▶ _Task to carry out_
All lines in the data below carrying the string "them" are to be located and copied.

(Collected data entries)
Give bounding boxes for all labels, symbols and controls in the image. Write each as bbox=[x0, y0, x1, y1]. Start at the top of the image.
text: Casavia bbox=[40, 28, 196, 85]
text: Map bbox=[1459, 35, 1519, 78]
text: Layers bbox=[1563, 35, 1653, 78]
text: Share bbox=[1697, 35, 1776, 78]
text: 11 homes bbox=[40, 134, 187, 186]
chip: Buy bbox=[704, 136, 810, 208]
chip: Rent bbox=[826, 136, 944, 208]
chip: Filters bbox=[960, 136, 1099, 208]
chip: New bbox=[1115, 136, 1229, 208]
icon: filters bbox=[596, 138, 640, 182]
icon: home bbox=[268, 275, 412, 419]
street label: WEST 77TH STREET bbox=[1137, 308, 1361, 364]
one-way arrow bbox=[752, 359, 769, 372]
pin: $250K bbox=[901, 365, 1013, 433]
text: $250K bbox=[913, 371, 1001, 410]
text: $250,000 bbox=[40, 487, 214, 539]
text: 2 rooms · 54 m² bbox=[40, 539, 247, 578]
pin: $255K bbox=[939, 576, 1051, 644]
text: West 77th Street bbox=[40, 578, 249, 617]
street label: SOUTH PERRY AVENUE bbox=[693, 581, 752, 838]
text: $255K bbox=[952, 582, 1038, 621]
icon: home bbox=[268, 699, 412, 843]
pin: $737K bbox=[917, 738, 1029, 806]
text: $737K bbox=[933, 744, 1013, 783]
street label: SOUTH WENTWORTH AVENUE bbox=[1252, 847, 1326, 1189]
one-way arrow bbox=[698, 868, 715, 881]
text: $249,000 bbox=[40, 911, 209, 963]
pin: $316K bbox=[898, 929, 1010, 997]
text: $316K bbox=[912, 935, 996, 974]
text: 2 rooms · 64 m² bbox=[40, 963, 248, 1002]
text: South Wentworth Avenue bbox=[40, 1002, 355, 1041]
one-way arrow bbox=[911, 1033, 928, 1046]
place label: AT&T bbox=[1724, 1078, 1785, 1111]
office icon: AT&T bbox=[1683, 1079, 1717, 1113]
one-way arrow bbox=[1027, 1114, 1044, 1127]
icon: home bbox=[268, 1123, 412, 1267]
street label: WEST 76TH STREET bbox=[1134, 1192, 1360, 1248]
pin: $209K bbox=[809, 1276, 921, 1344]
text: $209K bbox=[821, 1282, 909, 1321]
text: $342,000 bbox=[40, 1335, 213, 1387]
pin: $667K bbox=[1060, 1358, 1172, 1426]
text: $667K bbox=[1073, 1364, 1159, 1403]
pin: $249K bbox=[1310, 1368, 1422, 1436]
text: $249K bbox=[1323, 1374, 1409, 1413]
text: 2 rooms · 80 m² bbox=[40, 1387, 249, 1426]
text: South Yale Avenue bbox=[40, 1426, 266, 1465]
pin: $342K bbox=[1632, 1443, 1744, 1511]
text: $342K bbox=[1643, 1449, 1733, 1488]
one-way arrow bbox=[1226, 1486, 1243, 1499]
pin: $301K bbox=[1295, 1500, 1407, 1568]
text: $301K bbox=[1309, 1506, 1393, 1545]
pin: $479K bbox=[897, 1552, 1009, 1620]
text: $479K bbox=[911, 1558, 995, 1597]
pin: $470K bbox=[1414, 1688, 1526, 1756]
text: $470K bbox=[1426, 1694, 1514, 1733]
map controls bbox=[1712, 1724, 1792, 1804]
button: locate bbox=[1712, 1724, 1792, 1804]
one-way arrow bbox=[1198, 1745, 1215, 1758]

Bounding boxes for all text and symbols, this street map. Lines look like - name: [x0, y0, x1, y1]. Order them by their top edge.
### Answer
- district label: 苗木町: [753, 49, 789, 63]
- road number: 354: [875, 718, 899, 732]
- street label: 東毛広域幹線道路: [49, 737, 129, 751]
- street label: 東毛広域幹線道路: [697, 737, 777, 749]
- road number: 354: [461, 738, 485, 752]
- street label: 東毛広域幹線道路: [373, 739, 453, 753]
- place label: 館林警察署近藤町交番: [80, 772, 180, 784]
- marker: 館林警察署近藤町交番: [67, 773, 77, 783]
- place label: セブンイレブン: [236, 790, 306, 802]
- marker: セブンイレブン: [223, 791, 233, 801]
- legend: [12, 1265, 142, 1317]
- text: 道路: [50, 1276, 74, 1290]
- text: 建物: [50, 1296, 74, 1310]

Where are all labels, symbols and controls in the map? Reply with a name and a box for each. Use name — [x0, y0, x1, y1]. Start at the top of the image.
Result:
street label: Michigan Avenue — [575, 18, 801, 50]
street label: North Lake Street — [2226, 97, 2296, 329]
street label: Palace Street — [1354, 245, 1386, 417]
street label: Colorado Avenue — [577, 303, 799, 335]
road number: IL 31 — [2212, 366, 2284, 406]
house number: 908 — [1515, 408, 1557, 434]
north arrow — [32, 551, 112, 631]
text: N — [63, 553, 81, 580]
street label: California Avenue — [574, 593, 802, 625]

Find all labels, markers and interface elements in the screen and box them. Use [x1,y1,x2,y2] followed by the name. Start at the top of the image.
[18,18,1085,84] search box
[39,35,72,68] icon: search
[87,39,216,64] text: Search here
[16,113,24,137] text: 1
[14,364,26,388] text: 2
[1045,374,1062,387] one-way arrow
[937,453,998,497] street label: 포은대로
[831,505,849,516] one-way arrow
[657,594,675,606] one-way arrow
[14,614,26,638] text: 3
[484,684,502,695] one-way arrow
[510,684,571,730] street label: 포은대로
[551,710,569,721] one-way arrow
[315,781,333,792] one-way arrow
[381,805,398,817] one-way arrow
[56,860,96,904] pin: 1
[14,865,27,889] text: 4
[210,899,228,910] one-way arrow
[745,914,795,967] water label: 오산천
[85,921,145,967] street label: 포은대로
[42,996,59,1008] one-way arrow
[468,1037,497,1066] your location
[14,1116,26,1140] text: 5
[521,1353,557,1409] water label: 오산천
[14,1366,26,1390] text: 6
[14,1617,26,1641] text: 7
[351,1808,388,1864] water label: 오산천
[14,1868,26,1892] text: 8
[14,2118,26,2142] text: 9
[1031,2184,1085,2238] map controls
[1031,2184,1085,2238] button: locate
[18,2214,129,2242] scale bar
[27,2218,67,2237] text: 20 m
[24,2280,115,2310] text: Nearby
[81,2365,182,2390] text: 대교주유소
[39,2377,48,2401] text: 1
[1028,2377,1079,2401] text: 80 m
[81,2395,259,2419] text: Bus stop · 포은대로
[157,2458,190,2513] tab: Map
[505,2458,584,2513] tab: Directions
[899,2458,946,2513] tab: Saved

▶ _Result of this task_
Bounding boxes for all text and symbols, this street map. Lines look like - name: [x0, y0, x1, y1]. Order them by their top edge.
Find all labels, markers and interface elements in the screen and box them. Use [x1,y1,x2,y2] followed by the name. Start at the top of the image.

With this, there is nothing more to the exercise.